What is needed
For each entry, repeat the text exactly and omit any picture it holds.
===
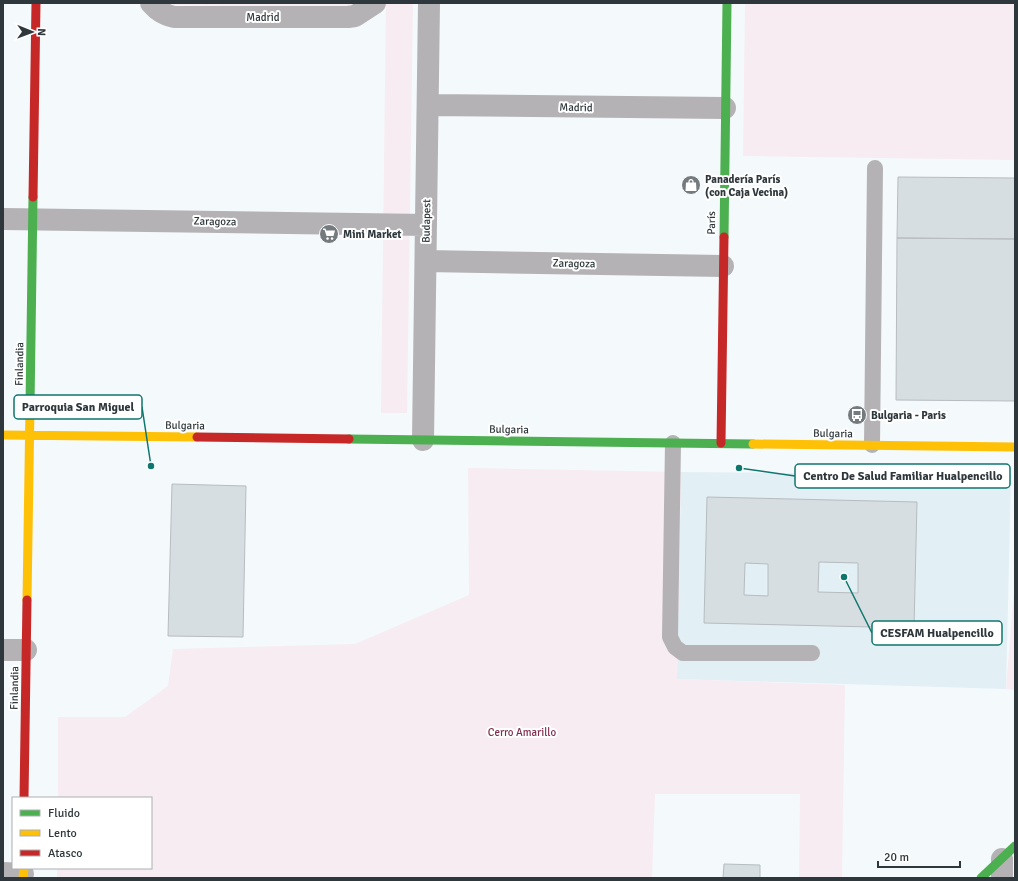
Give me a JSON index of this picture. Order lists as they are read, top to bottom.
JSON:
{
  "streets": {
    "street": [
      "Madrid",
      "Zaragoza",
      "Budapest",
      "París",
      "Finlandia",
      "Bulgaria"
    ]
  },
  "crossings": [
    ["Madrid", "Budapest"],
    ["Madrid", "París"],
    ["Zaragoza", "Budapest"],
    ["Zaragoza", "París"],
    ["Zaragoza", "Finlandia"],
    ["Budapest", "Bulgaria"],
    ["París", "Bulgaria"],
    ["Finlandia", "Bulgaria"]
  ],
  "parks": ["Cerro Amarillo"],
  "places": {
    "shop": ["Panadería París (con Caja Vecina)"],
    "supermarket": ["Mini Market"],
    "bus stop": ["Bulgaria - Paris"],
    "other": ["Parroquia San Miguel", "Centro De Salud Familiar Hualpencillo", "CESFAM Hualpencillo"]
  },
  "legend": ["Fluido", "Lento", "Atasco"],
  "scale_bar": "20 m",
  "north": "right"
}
===
Task result
Give me a JSON index of this picture. Order lists as they are read, top to bottom.
JSON:
{
  "streets": {
    "street": [
      "Madrid",
      "Zaragoza",
      "Budapest",
      "París",
      "Finlandia",
      "Bulgaria"
    ]
  },
  "crossings": [
    ["Madrid", "Budapest"],
    ["Madrid", "París"],
    ["Zaragoza", "Budapest"],
    ["Zaragoza", "París"],
    ["Zaragoza", "Finlandia"],
    ["Budapest", "Bulgaria"],
    ["París", "Bulgaria"],
    ["Finlandia", "Bulgaria"]
  ],
  "parks": ["Cerro Amarillo"],
  "places": {
    "shop": ["Panadería París (con Caja Vecina)"],
    "supermarket": ["Mini Market"],
    "bus stop": ["Bulgaria - Paris"],
    "other": ["Parroquia San Miguel", "Centro De Salud Familiar Hualpencillo", "CESFAM Hualpencillo"]
  },
  "legend": ["Fluido", "Lento", "Atasco"],
  "scale_bar": "20 m",
  "north": "right"
}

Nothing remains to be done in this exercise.